Within the Lassen Peak district deposits of Pliocene age have not been definitely distinguished from those of the Miocene, but their presence is rendered altogether probable by several considerations. The auriferous gravels were regarded by Professor Whitney as accumulating upon the western slope of the Sierras throughout the whole of the Tertiary, reaching their culmination in the Pliocene. This view is very probable, indeed; for, although the mass of the gravels of the gold belt are Pliocene, it appears to be evident that other portions, especially that at Cherokee as well as about Mountain Meadows and near the head of Light Cañon, belong to the Miocene.

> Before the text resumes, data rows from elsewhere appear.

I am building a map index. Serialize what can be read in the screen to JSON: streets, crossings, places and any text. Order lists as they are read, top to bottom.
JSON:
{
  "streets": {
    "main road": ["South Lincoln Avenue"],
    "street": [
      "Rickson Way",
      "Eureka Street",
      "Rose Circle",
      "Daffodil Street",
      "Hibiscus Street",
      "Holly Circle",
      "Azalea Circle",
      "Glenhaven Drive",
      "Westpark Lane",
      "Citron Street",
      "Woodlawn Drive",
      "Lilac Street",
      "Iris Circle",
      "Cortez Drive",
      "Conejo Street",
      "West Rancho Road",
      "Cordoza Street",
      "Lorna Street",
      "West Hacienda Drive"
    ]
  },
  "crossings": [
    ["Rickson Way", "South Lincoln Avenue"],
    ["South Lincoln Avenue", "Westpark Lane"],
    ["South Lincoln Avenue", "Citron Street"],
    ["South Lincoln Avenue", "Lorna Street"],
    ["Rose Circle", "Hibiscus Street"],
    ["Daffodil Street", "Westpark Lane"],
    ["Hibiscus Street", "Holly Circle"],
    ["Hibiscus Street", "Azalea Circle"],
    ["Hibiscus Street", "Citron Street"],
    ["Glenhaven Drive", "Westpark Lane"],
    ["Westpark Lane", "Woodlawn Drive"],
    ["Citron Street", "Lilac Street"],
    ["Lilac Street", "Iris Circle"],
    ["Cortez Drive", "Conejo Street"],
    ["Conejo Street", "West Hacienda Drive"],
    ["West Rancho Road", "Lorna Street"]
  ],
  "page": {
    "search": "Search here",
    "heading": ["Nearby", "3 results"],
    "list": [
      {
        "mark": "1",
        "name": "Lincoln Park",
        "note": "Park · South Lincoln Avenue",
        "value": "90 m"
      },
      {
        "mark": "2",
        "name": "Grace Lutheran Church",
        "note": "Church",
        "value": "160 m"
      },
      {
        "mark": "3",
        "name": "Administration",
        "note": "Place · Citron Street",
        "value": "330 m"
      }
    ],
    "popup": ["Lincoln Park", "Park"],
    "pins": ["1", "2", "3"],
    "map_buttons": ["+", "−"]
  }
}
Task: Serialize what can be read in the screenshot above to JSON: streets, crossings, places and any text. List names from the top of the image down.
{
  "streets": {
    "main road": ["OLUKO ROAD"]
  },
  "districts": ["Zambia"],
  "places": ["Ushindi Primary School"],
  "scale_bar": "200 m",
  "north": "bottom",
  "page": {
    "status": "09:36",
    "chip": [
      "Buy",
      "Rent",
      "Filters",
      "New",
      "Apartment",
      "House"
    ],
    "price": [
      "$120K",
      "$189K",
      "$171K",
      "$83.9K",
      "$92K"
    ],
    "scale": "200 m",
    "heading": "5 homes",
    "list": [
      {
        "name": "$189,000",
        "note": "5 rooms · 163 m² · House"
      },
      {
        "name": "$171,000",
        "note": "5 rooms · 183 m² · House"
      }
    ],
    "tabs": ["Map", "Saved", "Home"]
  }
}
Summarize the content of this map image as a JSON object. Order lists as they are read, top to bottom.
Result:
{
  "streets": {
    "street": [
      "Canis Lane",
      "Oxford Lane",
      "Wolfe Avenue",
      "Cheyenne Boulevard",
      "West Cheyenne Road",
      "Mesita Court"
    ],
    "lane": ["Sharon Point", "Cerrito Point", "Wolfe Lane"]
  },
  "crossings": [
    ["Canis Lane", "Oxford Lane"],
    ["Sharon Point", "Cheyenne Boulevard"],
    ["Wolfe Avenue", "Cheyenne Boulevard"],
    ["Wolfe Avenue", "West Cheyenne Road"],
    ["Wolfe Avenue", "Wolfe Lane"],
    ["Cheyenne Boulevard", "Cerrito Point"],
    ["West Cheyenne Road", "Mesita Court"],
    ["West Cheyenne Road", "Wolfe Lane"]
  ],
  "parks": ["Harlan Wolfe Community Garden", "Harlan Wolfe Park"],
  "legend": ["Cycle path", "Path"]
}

Overlying the Miocene of the Piedmont region is a very extensive development of the volcanic tufas. As already remarked, in the upper portion of the Miocene conglomerate, especially in the region of Bear Creek, Diamond Peak, and Monntain Meadows, pebbles of lava become abundant; in fact, they rapidly increase upwards, so as to completely predominate, and the formation passes into tufa without any apparent stratigraphic interruption. It has been completely demonstrated by Whitney, Le Conte, and others that in the Sierras the great volcanic outbreak took place in the Pliocene, and there is reason to believe that the early eruptions in the Lassen Peak district, which gave birth to the immense mass of tufa in the Piedmont region, occurred about the same time. The tufas were unquestionably deposited later than strata known to be Miocene, and earlier than the Quaternary, so that we feel constrained to regard them as belonging to the Pliocene.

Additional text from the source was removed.